Now, what you really wanna be careful of is, as far as you’re concerned,
remember you’re not in practice yet,
you when you become let’s say a neurosurgeon,
then you do what you want in terms of your patient knowing what the consequences are.
However, at this point the standard is contraindicated in patients with active bleeding up to a,
contraindicated in patients with history of intracranial bleeding,
contraindicated in recent surgery or if there’s a known bleeding diatheses.
For example, your patient has DIC or obviously severe hypertension.
Now if there is toxicity that you’re worried about with providing thrombolytic
and you have too much, too much bleeding then I’m gonna show you in a diagram upcoming
the mechanics of aminocaproic acid which is then going to be inhibitor of fibrinolysis.
So there’s some important antidotes, aren’t there, that we talked about does for with heparin.
What is it called?
Protein or protamine sulfate, number one.
With warfarin you wanna replenish the coagulation factors.
Fresh frozen plasma or prothrombin complex concentrates.
If it’s TPA, then we’re gonna talk about tissue plasminogen activators
either direct or indirect and you’re thinking about aminocaproic acid.
Let’s take a look at that diagram.
Let me set this up for you.
The objective of this entire diagram is to make sure that you bust this clot.
I want you to take a look at where we are down at the bottom here.
Do you see the word fibrin, please?
Well, can you picture a clot with fibrin?
Can you picture that for me?
Remember that fibrin it was acted upon by thrombin and it was in between the glycoprotein IIb/IIIa
and you formed a stable inside of a clot.
That’s what you’re dissolving.
Are we clear?
In order to dissolve this clot then you need to activate, whom?
Now you go to the top, take a look at plasminogen.
So our objective is to take this clot that had fibrin
is to activate plasminogen into plasmin and look what plasmin’s doing.
Right there, smacked in the middle.
Do you see that?
That plasmin is taking the fibrin which is the clot form right now and dissolving it.
Now, what do we call this clinically?
How do we know if we are breaking down clot?
How do you know?
You’re looking at a lab test in your hand or on a screen,
how do you know that you know that the clot is being broken down?
You’re looking for D-dimers.
So what are D-dimers specifically?
You must know the D-dimers are not fibrinogen but fibrin split products.
So you can expect whenever plasmin when it’s activated and it’s breaking down your fibrin,
no doubt, you would expect to find D-dimers.
Now, what are different ways in which you can use a thrombolytic or what are the thrombolytics?
They will activate plasminogen.
On your left you’ll notice we have activators, either direct or indirect.
These activators include, while you’re focusing upon the suffix A-S-E.
I don’t wanna say it out loud because it sounds like ace.
I don’t wanna do that because it’s going to confuse you, right?
Because whenever you think about ACE inhibitors, obviously,
you’re talking about enalapril and so on so forth but I want you to be able to identify A-S-E
and when you do so, then this is going to be your plasminogen activators.
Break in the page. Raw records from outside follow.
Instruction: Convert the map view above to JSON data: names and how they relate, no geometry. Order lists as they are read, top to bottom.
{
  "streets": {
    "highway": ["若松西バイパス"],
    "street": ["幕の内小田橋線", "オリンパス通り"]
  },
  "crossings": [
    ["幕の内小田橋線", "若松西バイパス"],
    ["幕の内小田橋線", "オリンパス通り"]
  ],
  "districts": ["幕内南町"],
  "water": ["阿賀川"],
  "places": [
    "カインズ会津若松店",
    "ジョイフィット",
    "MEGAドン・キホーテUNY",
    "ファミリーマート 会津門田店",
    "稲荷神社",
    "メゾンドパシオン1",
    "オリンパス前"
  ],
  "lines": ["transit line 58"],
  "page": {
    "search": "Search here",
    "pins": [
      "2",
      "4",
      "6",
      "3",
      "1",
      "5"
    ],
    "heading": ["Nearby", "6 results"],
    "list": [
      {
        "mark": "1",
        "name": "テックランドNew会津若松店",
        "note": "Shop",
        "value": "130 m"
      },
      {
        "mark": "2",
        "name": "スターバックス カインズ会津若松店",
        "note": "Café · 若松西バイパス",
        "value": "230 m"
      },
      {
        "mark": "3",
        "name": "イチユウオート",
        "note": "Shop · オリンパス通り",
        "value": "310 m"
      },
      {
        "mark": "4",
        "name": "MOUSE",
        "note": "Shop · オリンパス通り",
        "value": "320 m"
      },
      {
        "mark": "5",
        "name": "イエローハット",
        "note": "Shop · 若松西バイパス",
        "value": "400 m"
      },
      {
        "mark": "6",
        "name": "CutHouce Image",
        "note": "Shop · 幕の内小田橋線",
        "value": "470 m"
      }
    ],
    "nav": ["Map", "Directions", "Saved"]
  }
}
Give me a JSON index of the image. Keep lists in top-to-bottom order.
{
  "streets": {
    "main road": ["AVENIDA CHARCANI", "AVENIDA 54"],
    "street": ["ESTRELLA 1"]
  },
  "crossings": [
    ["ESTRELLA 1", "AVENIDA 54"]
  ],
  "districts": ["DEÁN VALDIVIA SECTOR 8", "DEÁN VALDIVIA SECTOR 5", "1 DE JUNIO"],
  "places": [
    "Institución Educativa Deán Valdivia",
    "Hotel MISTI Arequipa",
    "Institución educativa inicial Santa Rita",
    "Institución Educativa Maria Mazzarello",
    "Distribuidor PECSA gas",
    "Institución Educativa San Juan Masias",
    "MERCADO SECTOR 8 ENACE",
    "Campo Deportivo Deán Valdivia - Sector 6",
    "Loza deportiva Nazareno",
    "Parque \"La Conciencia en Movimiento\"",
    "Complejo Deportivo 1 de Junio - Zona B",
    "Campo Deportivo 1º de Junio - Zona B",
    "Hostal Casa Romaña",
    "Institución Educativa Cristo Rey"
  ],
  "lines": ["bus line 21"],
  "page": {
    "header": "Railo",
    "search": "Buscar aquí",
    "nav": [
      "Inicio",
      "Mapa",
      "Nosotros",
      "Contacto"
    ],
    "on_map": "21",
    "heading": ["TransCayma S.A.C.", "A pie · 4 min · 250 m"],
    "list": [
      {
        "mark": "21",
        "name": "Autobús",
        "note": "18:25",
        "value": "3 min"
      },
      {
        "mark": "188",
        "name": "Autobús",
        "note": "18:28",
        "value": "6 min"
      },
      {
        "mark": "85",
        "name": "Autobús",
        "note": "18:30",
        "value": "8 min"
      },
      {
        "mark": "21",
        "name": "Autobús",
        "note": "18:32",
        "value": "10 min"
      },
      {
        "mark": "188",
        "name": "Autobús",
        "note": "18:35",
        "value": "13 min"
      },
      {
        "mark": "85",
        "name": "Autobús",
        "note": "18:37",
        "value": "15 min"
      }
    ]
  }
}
This include alteplase tPA, tissue plasminogen, or reteplase or streptokinase or tenecteplase.
I said earlier in the previous discussion contraindications.
If you find that your patient has previous surgery,
is in a state of bleeding, that is an intracranial bleeding,
then these drugs will be contraindicated.
Is that clear?
Let’s say that there is toxicity with too much bleeding and I told you that there would be an antidote
and that antidote would be one in which it would inhibit fibrinolysis
by inhibiting the conversion of plasminogen into plasmin.
Take a look over to the right and I need you to focus on aminocaproic acid.
So that would be your antidote as far as if you have a patient who’s suffering from TPA toxicity.
By TPA, I’m referring to tissue plasminogen activator. These are your thrombolytics.